Lors de ces premières Assises de l’industrie alimentaire, organisées par l’Association nationale des industries alimentaires (Ania) à Paris, Jean-René Buisson, son président, a estimé que la question des marges arrière n’a été que partiellement résolue. En effet, la loi Dutreil impose aux distributeurs de réserver une partie de ces marges, qui représentent environ 30% de la valeur des produits alimentaires, à la baisse des prix pour les consommateurs, mais elles restent toujours au taux de 30%, voire tendent à augmenter.
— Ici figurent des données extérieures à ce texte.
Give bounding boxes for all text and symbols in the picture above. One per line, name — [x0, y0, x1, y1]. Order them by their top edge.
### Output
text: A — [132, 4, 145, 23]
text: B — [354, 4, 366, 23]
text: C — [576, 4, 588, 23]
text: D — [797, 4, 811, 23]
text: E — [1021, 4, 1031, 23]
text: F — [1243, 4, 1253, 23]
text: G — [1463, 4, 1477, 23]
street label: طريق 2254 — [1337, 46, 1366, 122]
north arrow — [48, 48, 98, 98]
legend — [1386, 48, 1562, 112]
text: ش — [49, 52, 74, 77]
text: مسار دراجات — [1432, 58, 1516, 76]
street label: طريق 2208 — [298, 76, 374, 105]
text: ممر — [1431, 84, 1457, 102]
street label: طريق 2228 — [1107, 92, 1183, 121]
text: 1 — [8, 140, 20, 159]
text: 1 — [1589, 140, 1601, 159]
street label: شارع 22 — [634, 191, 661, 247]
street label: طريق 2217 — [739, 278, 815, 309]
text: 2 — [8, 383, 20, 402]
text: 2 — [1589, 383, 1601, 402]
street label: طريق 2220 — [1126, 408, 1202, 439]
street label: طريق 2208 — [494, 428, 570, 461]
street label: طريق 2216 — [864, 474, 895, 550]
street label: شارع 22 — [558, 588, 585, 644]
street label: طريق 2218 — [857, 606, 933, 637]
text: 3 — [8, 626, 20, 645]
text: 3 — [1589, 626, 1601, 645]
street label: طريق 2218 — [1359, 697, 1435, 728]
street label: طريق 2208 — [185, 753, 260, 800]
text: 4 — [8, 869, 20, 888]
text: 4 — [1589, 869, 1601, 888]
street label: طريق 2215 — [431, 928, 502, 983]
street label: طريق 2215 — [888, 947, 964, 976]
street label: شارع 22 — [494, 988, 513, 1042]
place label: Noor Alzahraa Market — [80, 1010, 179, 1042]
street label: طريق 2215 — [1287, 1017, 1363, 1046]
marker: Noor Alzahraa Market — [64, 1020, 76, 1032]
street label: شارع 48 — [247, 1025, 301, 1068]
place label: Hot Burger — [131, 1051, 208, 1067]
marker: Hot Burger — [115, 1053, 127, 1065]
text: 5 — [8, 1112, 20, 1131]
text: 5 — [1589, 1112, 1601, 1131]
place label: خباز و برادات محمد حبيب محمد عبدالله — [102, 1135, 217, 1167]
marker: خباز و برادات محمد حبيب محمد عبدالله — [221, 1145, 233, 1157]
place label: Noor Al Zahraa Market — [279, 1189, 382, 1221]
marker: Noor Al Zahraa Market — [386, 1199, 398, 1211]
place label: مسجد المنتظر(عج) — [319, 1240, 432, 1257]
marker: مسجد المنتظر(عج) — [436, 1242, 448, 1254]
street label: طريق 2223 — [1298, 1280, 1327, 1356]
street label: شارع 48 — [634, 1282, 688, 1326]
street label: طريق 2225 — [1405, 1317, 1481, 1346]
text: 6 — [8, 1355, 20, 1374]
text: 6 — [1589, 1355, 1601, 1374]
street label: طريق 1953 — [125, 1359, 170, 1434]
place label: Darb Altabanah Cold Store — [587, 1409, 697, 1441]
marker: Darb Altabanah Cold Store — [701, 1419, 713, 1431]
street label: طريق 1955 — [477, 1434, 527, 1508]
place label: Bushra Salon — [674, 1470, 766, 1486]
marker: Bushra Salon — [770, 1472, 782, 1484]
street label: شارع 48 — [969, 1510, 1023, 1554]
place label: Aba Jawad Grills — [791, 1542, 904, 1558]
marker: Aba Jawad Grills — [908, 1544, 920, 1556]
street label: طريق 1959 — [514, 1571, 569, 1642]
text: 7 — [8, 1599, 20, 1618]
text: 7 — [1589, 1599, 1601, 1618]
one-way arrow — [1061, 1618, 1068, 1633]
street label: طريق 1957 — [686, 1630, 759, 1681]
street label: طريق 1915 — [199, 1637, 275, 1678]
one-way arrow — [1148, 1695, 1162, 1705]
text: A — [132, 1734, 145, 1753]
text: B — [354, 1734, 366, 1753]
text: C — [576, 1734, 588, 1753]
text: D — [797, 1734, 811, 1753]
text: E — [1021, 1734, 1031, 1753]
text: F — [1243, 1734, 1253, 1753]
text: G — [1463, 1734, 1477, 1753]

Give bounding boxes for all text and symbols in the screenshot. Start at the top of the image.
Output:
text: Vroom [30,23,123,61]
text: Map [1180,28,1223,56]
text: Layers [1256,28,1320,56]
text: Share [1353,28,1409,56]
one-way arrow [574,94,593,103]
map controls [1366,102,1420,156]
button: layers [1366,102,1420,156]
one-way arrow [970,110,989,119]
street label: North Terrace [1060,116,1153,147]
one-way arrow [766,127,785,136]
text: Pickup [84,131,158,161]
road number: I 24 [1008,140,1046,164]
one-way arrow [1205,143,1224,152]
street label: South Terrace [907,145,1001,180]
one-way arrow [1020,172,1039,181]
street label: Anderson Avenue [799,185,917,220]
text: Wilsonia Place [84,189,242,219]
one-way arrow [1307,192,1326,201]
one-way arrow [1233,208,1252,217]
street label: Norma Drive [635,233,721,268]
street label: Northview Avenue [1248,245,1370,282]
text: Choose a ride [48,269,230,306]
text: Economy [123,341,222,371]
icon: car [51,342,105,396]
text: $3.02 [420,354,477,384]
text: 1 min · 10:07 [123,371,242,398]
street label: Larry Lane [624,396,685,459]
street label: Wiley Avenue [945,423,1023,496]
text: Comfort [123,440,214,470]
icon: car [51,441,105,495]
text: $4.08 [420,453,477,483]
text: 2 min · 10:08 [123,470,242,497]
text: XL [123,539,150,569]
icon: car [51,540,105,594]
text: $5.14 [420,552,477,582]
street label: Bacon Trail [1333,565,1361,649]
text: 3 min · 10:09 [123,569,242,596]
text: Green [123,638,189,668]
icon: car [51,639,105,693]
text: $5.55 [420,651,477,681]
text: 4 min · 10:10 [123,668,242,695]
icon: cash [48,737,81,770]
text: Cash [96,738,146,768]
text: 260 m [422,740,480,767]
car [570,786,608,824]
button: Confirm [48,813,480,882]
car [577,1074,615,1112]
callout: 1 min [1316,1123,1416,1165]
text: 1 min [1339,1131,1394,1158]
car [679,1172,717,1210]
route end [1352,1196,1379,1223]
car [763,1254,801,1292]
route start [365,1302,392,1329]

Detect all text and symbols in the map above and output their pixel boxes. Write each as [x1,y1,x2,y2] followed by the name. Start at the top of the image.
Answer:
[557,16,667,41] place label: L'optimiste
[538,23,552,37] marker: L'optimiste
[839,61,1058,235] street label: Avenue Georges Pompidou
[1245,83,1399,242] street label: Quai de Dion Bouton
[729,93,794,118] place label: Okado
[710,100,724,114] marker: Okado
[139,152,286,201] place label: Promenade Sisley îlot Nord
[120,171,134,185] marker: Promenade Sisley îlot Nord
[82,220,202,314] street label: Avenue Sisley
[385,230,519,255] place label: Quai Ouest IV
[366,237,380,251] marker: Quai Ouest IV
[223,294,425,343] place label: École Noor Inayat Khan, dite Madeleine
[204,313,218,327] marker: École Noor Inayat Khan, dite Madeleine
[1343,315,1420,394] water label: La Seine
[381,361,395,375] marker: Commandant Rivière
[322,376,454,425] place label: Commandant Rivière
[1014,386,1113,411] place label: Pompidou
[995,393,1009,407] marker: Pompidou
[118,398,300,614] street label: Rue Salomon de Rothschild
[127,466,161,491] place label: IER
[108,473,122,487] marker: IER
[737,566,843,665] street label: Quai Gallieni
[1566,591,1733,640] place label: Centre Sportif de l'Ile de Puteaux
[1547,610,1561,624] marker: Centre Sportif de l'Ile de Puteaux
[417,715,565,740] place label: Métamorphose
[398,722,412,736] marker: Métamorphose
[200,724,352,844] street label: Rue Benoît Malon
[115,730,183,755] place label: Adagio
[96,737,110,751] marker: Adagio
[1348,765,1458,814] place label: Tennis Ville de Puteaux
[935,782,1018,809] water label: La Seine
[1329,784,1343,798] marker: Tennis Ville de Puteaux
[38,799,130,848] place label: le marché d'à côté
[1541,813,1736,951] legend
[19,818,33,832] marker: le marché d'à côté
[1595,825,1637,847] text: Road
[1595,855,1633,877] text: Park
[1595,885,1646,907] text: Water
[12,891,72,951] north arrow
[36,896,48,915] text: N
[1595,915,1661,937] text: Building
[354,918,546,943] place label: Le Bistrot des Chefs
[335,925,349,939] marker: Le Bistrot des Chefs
Marges arrière : les producteurs concernés
Jean-Michel Lemétayer, président de FNSEA, a abondé dans le sens de M. Buisson, car les pressions sur les prix des industriels se répercutent en amont sur les producteurs. Il a proposé que les abus dans la pratique des marges arrière soient affichés. Serge Papin, président de Système U, critiqué, a rassemblé son auditoire en s’insurgeant contre ceux qui demandent que le secteur alimentaire, qui représente à peine 14% du budget des ménages, fasse encore des efforts sur les prix.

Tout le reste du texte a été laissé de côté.